**WORK REQUEST:**
With pictures omitted, restate the data word for word.

**GIVEN DATA:**
----------------------------------------

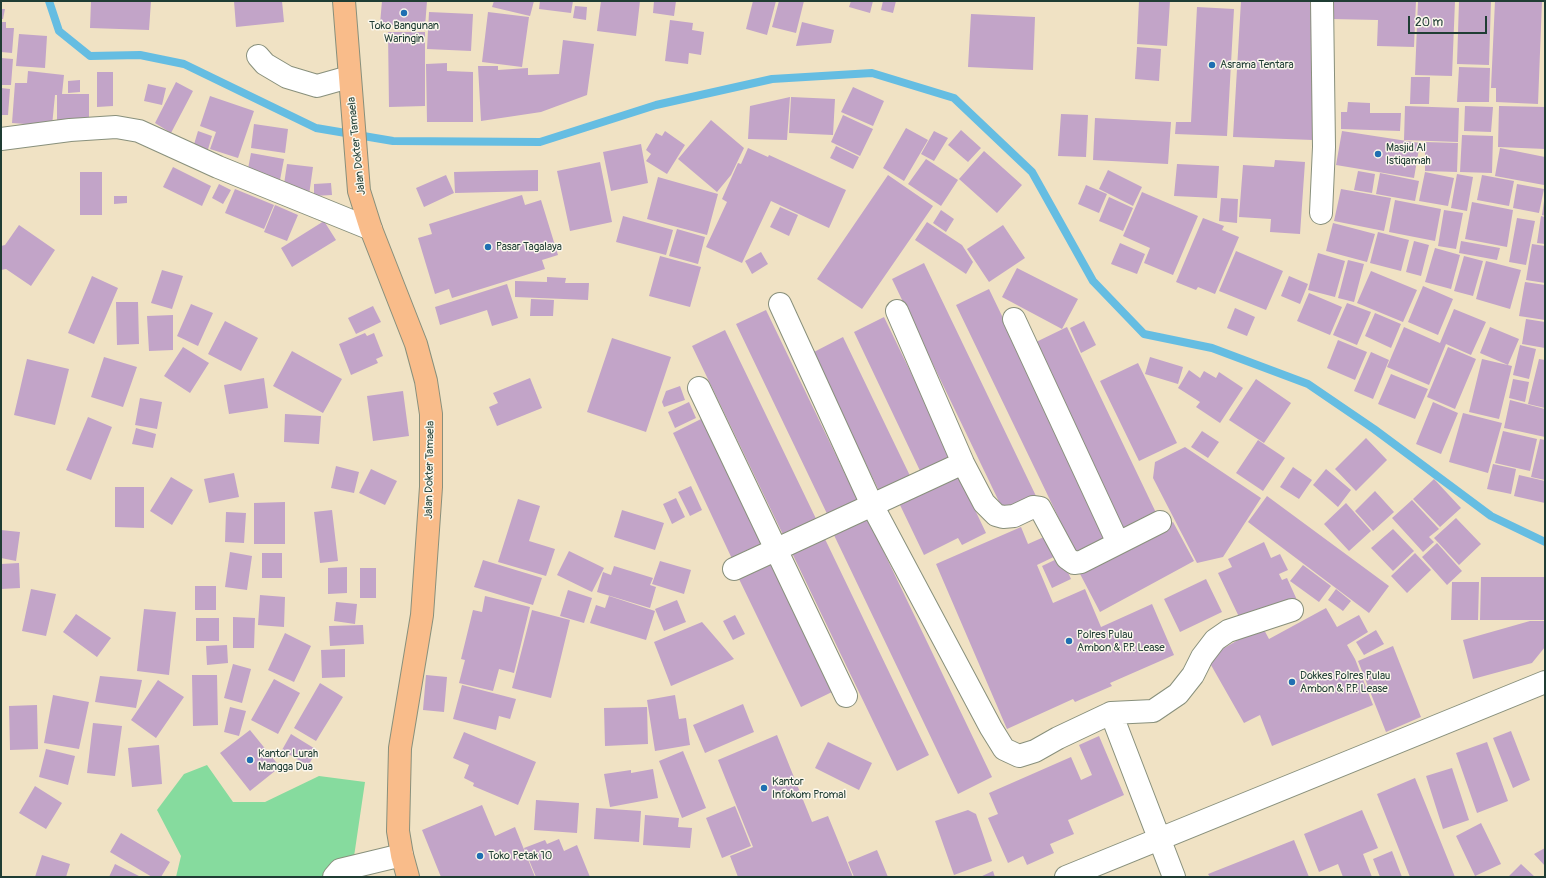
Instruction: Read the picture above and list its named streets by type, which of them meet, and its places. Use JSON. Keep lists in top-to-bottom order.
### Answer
{
  "streets": {
    "main road": ["Jalan Dokter Tamaela"]
  },
  "places": [
    "Toko Bangunan Waringin",
    "Asrama Tentara",
    "Masjid Al Istiqamah",
    "Pasar Tagalaya",
    "Polres Pulau Ambon & P.P. Lease",
    "Dokkes Polres Pulau Ambon & P.P. Lease",
    "Kantor Lurah Mangga Dua",
    "Kantor Infokom Promal",
    "Toko Petak 10"
  ],
  "scale_bar": "20 m"
}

----------------------------------------

**SOLUTION FOR THIS PROBLEM:**
Instruction: Read the picture above and list its named streets by type, which of them meet, and its places. Use JSON. Keep lists in top-to-bottom order.
### Answer
{
  "streets": {
    "main road": ["Jalan Dokter Tamaela"]
  },
  "places": [
    "Toko Bangunan Waringin",
    "Asrama Tentara",
    "Masjid Al Istiqamah",
    "Pasar Tagalaya",
    "Polres Pulau Ambon & P.P. Lease",
    "Dokkes Polres Pulau Ambon & P.P. Lease",
    "Kantor Lurah Mangga Dua",
    "Kantor Infokom Promal",
    "Toko Petak 10"
  ],
  "scale_bar": "20 m"
}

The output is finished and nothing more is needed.